* TASK STATEMENT:
Go through the data below and copy each line where the word "align" occurs.

* DATA TO PROCESS:
------------------------------------

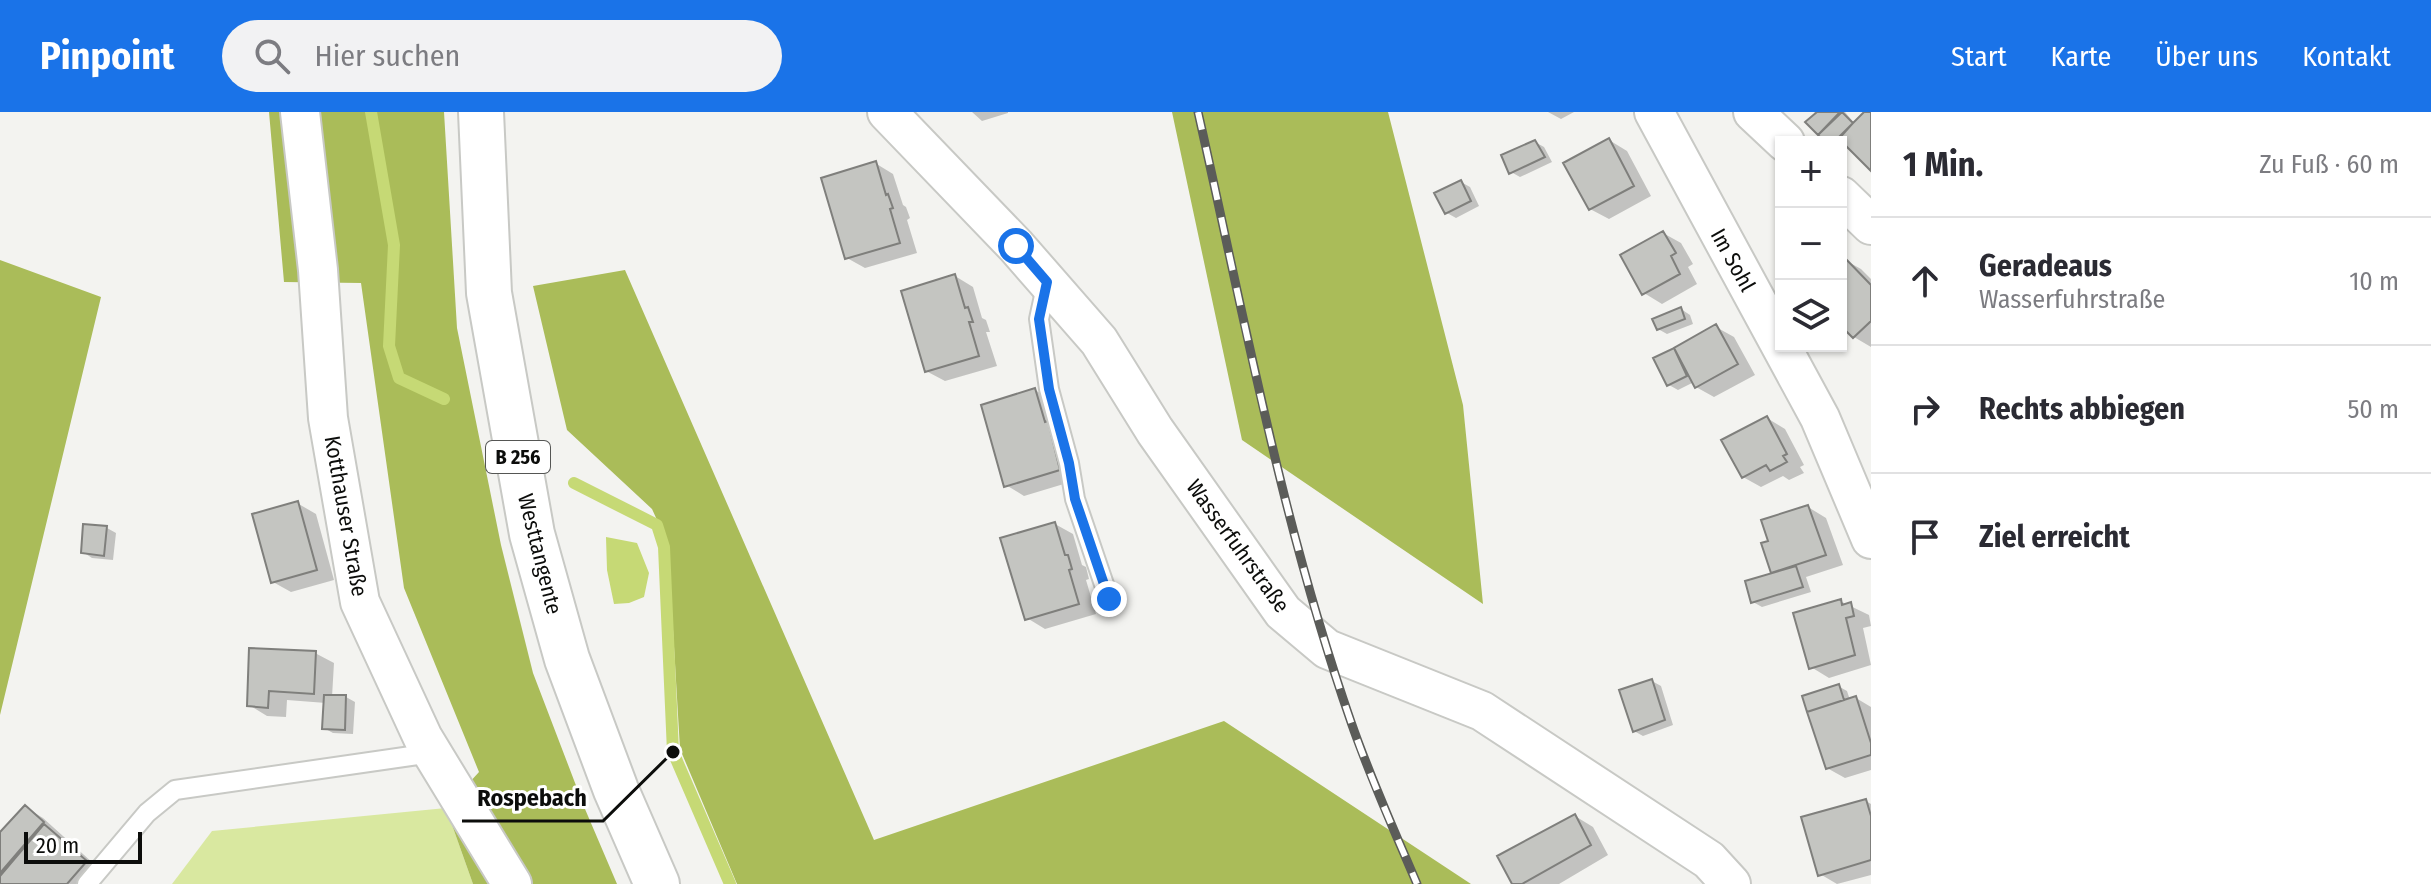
<!DOCTYPE html>
<html lang="de">
<meta charset="utf-8">
<style>
:root{--surface:#fff;--page:#f2f2f3;--text:#2b2b33;--muted:#7c7c81;--line:#e1e1e2;--accent:#1a73e8}
body{margin:0;font-family:"Fira Sans Condensed",sans-serif;background:var(--page);color:var(--text)}
.controls{position:absolute;right:24px;top:24px;display:grid;overflow:hidden;border-radius:0px;box-shadow:0 2px 6px #0004}
.controls button{width:72px;height:72px;display:grid;place-items:center;padding:0;border:0;border-bottom:2px solid var(--line);background:var(--surface);color:var(--text);font:40px sans-serif}
.scale{position:absolute;left:24px;bottom:20px;width:118px;box-sizing:border-box;padding-left:8px;border:4px solid #0c0d0b;border-top:0;font-size:22px;line-height:28px;white-space:nowrap;color:#0c0d0b;-webkit-text-stroke:6px #fff;paint-order:stroke}
.stop{position:absolute;width:24px;height:24px;margin:-18px;border:6px solid #1a73e8;border-radius:50%;background:#fff}
.stop.end{background:#1a73e8;border-color:#fff;box-shadow:0 2px 8px #0008}
.list{margin:0;padding:0;list-style:none}
h2{display:flex;justify-content:space-between;align-items:center;height:104px;margin:0;padding:0 32px;font-size:34px}
h2 small{font-size:26px;font-weight:400;color:var(--muted)}
.list li{display:grid;grid-template-columns:52px 1fr auto;gap:24px;align-items:center;box-sizing:border-box;height:128px;padding:0 32px;border-top:2px solid var(--line)}
.list b{display:block;font-size:30px;white-space:nowrap}
.list p{margin:0;font-size:26px;white-space:nowrap;color:var(--muted)}
.list em{font-size:26px;font-style:normal;color:var(--muted)}
.icon{flex:none;width:44px;height:44px;fill:none;stroke:currentColor;stroke-width:2;stroke-linecap:round;stroke-linejoin:round}
.map{position:relative;flex:none;width:1871px;height:772px;overflow:hidden}
header{display:flex;align-items:center;gap:48px;box-sizing:border-box;height:112px;padding:0 40px;background:var(--accent);color:#fff}
header strong{font-size:38px}
nav{display:flex;gap:44px;margin-inline-start:auto;font-size:28px}
.search{width:560px;height:72px;background:var(--page);display:flex;align-items:center;gap:20px;box-sizing:border-box;padding:0 28px;border-radius:44px;color:var(--muted);font-size:30px}
main{display:flex}
aside{flex:1;background:var(--surface)}
.map>svg:first-child{display:block}
.green{fill:#d9e8a0}
.forest{fill:#aabc59}
.water{fill:#c6d975}
.shadow{fill:#0003}
.lines{fill:none;stroke-linecap:round;stroke-linejoin:round}
.stream{stroke:#c6d975;stroke-width:12}
.building{fill:#c4c5c1;stroke:#7f7f7c;stroke-width:2}
.service-casing{stroke:#c8c9c5;stroke-width:22}
.minor-casing{stroke:#c8c9c5;stroke-width:42}
.primary-casing{stroke:#c8c9c5;stroke-width:48}
.service{stroke:#fff;stroke-width:18}
.minor{stroke:#fff;stroke-width:38}
.primary{stroke:#fff;stroke-width:44}
.rail-casing{stroke:#5b5c59;stroke-width:9}
.rail{stroke:#fff;stroke-width:6;stroke-dasharray:18;stroke-linecap:butt}
.route{stroke:#1a73e8;stroke-width:10}
.labels{text-anchor:middle;dominant-baseline:central;stroke-width:6;stroke-linejoin:round;paint-order:stroke}
.shield{fill:#fff;stroke:#555654;stroke-width:2}
.shield-label{font-size:20px;font-weight:bold;fill:#0c0d0b}
.street-label{font-size:22px;fill:#0c0d0b;stroke:#fff}
.leader{fill:none;stroke:#0c0d0b;stroke-width:3}
.callout-dot{fill:#0c0d0b;stroke:#fff;stroke-width:3}
.callout-label{font-size:24px;text-anchor:middle;font-weight:bold;fill:#0c0d0b;stroke:#fff;stroke-width:6;stroke-linejoin:round;paint-order:stroke}
</style>
<header>
<strong>Pinpoint</strong>
<div class="search"><svg class="icon" aria-label="search" viewBox="0 0 24 24"><circle cx="10" cy="10" r="6"/><path d="M15 15l6 6"/></svg>Hier suchen</div>
<nav><a>Start</a><a>Karte</a><a>Über uns</a><a>Kontakt</a></nav>
</header>
<main>
<div class="map">
<svg width="1871" height="772" viewBox="0 0 1871 772">
<rect width="100%" height="100%" fill="#f3f3f0"/>
<path class="green" d="M446 696 473 772H172L212 719Z"/>
<path class="forest" d="M269 0H444L457 216 501 433 533 561 585 697 617 772H473L446 696 479 660 404 476 361 171 284 170Z
M1172 0H1388L1463 293 1483 492 1242 328Z
M0 148 101 185 0 603Z
M625 158 874 728 1224 609 1471 772H737L680 637 668 432 652 397 567 318 533 174Z"/>
<path class="water" d="M606 425 637 431 649 461 644 485 629 491 614 492 607 458Z"/>
<path class="shadow" d="M972 0H1008V1L982 9Z
M1548 0H1574L1561 7Z
M1814 0H1845L1855 12 1867 0H1871V56L1847 32 1841 39V30H1828L1808 10 1816 2Z
M1609 28 1627 39 1651 84 1609 107 1590 97Z
M1535 30 1544 35 1552 50 1520 65 1511 60Z
M875 51 893 62 903 93 906 95 910 106 907 108 917 141 865 156 847 146Z
M1461 70 1470 75 1479 94 1456 106 1447 101Z
M1663 121 1681 131 1693 152 1688 155 1697 172 1662 192 1644 181Z
M1843 147 1861 157 1871 167V235L1854 225 1841 212Z
M955 164 973 175 982 206 986 208 990 220H986L997 254 945 269 926 259Z
M1681 197 1690 203 1693 212 1667 222 1658 217Z
M1716 215 1734 225 1755 263 1714 285 1696 275 1694 270 1678 278 1669 273 1675 238Z
M1035 278 1053 289 1077 368 1024 384 1006 373Z
M1767 306 1785 317 1804 353 1800 355 1804 361 1789 368 1783 364 1761 375 1743 365Z
M297 391 316 402 334 468 291 480 273 470Z
M1808 395 1826 406 1843 453 1806 465 1811 480 1762 495 1753 490 1776 462 1772 460 1770 430Z
M1055 412 1073 422 1082 453 1086 455 1089 467 1086 468 1096 502 1045 517 1027 506Z
M107 416 116 421 113 448 92 446 83 440Z
M1840 489 1869 503 1871 514 1863 516 1871 553 1829 566 1811 555Z
M315 541 334 551 332 585H346L355 590 353 622 333 621 324 616 326 591 287 588 286 605 267 604 249 593Z
M1652 569 1661 574 1673 613 1643 624 1634 619Z
M1838 574 1847 579 1850 588 1856 586 1871 595V658L1845 666 1827 656Z
M1866 689 1871 692V763L1837 772 1820 762Z
M25 695 43 706 104 761 94 772H0V723Z
M1575 704 1593 715 1608 743 1559 772H1514Z"/>
<g class="lines">
<path class="stream" d="M371 0 394 133 389 234 399 266 444 287
M574 371 657 413 664 435 673 640 730 772"/>
</g>
<path class="building" d="M1817 0H1840L1818 23 1805 10Z
M1842 0 1853 11 1836 30H1825L1818 23Z
M1864 0H1871V59L1838 26Z
M1609 26 1634 74 1589 98 1563 51Z
M1535 28 1545 45 1509 62 1501 43Z
M876 49 886 83 888 82 893 96 890 97 900 131 845 147 821 66Z
M1461 68 1471 89 1445 102 1434 81Z
M1663 119 1676 141 1671 144 1680 162 1642 183 1620 143Z
M1843 144 1871 173V209L1853 226 1841 214Z
M955 162 965 196 968 195 973 210H969L979 244 925 260 901 179Z
M1681 195 1685 207 1657 218 1652 207Z
M1716 212 1738 252 1695 276 1674 236Z
M1674 236 1687 264 1667 274 1653 246Z
M1035 276 1045 310 1048 309 1060 358 1004 375 981 293Z
M1767 304 1787 342 1783 344 1787 350 1770 359 1766 353 1742 366 1721 328Z
M298 389 317 458 271 471 252 402Z
M1808 393 1826 443 1771 461 1761 431 1768 429 1761 408Z
M1055 410 1065 443H1068L1072 457 1069 458 1079 492 1025 508 1000 426Z
M83 412 107 414 104 444 81 441Z
M1796 454 1803 475 1751 491 1745 469Z
M1841 487 1842 493 1851 490 1854 504 1846 506 1855 543 1809 557 1793 501Z
M249 536 316 539 314 582 269 579 268 596 247 594Z
M1652 567 1665 608 1633 620 1619 578Z
M1839 572 1844 588 1807 600 1802 584Z
M324 583H346L345 618 322 617Z
M1856 584 1871 631V643L1826 657 1807 600Z
M1866 687 1871 704V748L1818 764 1801 705Z
M25 693 44 710 0 761V720Z
M1575 702 1591 733 1522 772H1512L1497 744Z
M44 712 87 749 67 772H0V764Z"/>
<g class="lines">
<g class="service-casing">
<path id="service" d="M1047 170 1039 207 1049 277 1069 351 1075 387 1109 487
M87 772 147 701 175 678 432 641"/>
</g>
<g class="minor-casing">
<path id="minor" d="M300 0 318 158 328 306 360 490 423 626 512 772
M887 0 1016 134 1099 229 1155 319 1283 500 1327 537 1482 599 1709 748 1731 772
M1654 0 1820 306 1871 427
M1753 0 1785 30
M1841 84 1871 113"/>
</g>
<g class="primary-casing">
<path id="primary" d="M481 0 489 181 532 422 567 547 616 678 657 772"/>
</g>
<use href="#service" class="service"/>
<use href="#minor" class="minor"/>
<use href="#primary" class="primary"/>
<g class="rail-casing">
<path id="rail" d="M1198 0C1244 204 1282 412 1351 610 1370 665 1394 718 1417 772"/>
</g>
<use href="#rail" class="rail"/>
</g>
<g class="lines">
<path class="route" d="M1016 134 1047 170 1039 207 1049 277 1069 351 1075 387 1109 487"/>
</g>
<g class="labels">
<rect class="shield" x="486" y="329" width="64" height="32" rx="6"/>
<g class="shield-label">
<text x="518" y="345">B 256</text>
</g>
<g class="street-label">
<text transform="translate(1733 148) rotate(61)">Im Sohl</text>
<text transform="translate(346 404) rotate(80)">Kotthauser Straße</text>
<text transform="translate(1238 434) rotate(54)">Wasserfuhrstraße</text>
<text transform="translate(540 442) rotate(76)">Westtangente</text>
</g>
</g>
<path class="leader" d="M673 640L603 709H462"/>
<circle class="callout-dot" cx="673" cy="640" r="8"/>
<g class="callout-label">
<text x="532" y="694">Rospebach</text>
</g>
</svg>
<div class="controls">
<button>+</button>
<button>−</button>
<button><svg class="icon" aria-label="layers" viewBox="0 0 24 24"><path d="M12 4l9 5-9 5-9-5zM3 14l9 5 9-5"/></svg></button>
</div>
<div class="scale">20 m</div>
<div class="stop" style="left:1016px;top:134px"></div>
<div class="stop end" style="left:1109px;top:487px"></div>
</div>
<aside>
<h2>1 Min.<small>Zu Fuß · 60 m</small></h2>
<ul class="list">
<li><svg class="icon" aria-label="ahead" viewBox="0 0 24 24"><path d="M12 20V5M6 11l6-6 6 6"/></svg><div><b>Geradeaus</b><p>Wasserfuhrstraße</p></div><em>10 m</em></li>
<li><svg class="icon" aria-label="right" viewBox="0 0 24 24"><path d="M7 20v-9h11M14 6l5 5-5 5"/></svg><div><b>Rechts abbiegen</b></div><em>50 m</em></li>
<li><svg class="icon" aria-label="arrive" viewBox="0 0 24 24"><path d="M6 21V4h12l-3 4 3 4H6"/></svg><div><b>Ziel erreicht</b></div></li>
</ul>
</aside>
</main>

------------------------------------

* RESPONSE FOR THIS EXERCISE:
h2{display:flex;justify-content:space-between;align-items:center;height:104px;margin:0;padding:0 32px;font-size:34px}
.list li{display:grid;grid-template-columns:52px 1fr auto;gap:24px;align-items:center;box-sizing:border-box;height:128px;padding:0 32px;border-top:2px solid var(--line)}
header{display:flex;align-items:center;gap:48px;box-sizing:border-box;height:112px;padding:0 40px;background:var(--accent);color:#fff}
.search{width:560px;height:72px;background:var(--page);display:flex;align-items:center;gap:20px;box-sizing:border-box;padding:0 28px;border-radius:44px;color:var(--muted);font-size:30px}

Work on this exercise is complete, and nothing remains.